Kade set his hat aside on the dresser, approached John, and took the other chair. “He’s not talking. Except to complain about the food, of course.”
Lewis gave a raspy chuckle, shook his gaunt head. His hair seemed thinner and grayer than before, like his skin. “The food’s never been much,” he allowed. “It’s better here at the hotel, but Doc tells me the Sussexes would go under without the money Mamie gets from the town treasury for feeding prisoners, so I didn’t give the business over to Becky.”
The mention of the widow Sussex reminded Kade of the boy. “There’s another badge over at the office,” he said. “I’d like to pin it on young Harry. He’s been a help.”

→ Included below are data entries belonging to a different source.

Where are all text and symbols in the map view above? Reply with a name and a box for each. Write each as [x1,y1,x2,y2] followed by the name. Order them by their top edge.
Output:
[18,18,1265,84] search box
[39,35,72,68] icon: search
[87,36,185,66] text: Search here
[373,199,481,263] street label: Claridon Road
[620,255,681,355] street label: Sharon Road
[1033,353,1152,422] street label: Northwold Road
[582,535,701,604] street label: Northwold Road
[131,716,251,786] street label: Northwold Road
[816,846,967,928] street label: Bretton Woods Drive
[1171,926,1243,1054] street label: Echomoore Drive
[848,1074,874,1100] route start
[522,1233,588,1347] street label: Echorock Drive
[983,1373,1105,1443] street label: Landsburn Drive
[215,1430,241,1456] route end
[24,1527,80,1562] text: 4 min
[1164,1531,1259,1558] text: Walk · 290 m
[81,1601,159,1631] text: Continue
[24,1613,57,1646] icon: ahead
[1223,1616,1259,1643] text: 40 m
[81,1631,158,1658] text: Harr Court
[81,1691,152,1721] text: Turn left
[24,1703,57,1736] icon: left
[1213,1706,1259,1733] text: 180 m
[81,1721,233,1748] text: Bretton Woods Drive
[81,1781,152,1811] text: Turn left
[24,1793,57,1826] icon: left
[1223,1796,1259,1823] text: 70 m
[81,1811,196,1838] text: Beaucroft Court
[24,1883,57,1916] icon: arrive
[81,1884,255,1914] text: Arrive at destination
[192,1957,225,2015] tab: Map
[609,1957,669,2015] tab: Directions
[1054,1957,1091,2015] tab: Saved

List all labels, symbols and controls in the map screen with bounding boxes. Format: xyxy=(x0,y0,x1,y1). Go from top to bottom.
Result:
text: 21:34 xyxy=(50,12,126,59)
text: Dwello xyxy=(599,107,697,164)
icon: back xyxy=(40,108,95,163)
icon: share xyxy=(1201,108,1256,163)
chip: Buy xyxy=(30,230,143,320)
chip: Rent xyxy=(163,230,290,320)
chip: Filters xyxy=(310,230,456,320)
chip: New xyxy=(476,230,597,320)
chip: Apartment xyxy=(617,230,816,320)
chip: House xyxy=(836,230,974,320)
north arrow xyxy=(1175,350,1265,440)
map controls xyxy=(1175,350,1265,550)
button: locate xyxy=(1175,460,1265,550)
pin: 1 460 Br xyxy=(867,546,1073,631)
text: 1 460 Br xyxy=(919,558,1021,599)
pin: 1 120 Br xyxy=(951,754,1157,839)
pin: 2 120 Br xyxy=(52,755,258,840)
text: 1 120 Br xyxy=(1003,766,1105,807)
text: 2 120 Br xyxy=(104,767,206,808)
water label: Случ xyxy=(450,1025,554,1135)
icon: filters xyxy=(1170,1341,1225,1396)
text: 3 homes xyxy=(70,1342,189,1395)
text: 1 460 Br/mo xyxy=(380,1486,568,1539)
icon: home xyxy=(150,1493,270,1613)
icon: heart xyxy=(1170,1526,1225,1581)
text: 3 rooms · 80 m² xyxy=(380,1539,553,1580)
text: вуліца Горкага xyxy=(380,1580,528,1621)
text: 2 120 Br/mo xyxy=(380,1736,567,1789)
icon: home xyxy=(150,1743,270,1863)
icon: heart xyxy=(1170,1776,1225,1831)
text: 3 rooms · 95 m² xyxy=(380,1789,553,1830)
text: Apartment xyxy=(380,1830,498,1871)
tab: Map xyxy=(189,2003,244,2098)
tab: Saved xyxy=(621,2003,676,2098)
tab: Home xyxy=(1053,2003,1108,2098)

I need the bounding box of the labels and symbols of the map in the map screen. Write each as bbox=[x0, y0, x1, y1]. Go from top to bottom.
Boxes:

“Good idea. Might give the lad something to be proud of. Those kids have been running wild ever since they came to Indian Rock, but I’ve got some regard for them, all the same.” John paused, struggled visibly for his breath. “It’ll be a good thing when that schoolhouse opens up. Give those little rascals someplace to go when their ma shoos them off, in the morning, at least.”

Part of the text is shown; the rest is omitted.